» SUPPLIED MATERIAL

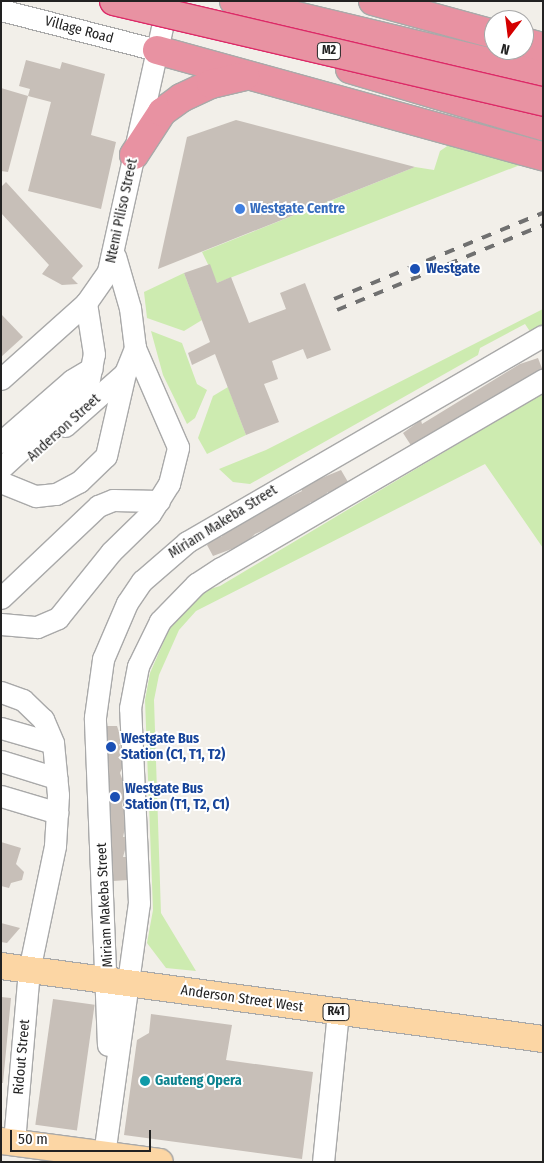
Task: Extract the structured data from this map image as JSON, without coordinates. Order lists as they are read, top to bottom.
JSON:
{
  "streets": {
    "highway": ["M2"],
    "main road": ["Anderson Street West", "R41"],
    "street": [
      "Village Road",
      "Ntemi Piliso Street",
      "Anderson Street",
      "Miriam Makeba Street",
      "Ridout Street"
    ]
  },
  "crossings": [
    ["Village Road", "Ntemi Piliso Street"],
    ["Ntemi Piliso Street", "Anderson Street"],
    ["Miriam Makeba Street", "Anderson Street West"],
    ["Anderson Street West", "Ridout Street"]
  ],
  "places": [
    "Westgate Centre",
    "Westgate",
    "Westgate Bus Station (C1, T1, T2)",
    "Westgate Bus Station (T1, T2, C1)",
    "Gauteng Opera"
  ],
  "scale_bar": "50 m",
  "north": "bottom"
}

» TASK OBJECTIVE
Repeat every entry above exactly; images stay out of the copy.

» OUTPUT OF THE EXERCISE
Task: Extract the structured data from this map image as JSON, without coordinates. Order lists as they are read, top to bottom.
JSON:
{
  "streets": {
    "highway": ["M2"],
    "main road": ["Anderson Street West", "R41"],
    "street": [
      "Village Road",
      "Ntemi Piliso Street",
      "Anderson Street",
      "Miriam Makeba Street",
      "Ridout Street"
    ]
  },
  "crossings": [
    ["Village Road", "Ntemi Piliso Street"],
    ["Ntemi Piliso Street", "Anderson Street"],
    ["Miriam Makeba Street", "Anderson Street West"],
    ["Anderson Street West", "Ridout Street"]
  ],
  "places": [
    "Westgate Centre",
    "Westgate",
    "Westgate Bus Station (C1, T1, T2)",
    "Westgate Bus Station (T1, T2, C1)",
    "Gauteng Opera"
  ],
  "scale_bar": "50 m",
  "north": "bottom"
}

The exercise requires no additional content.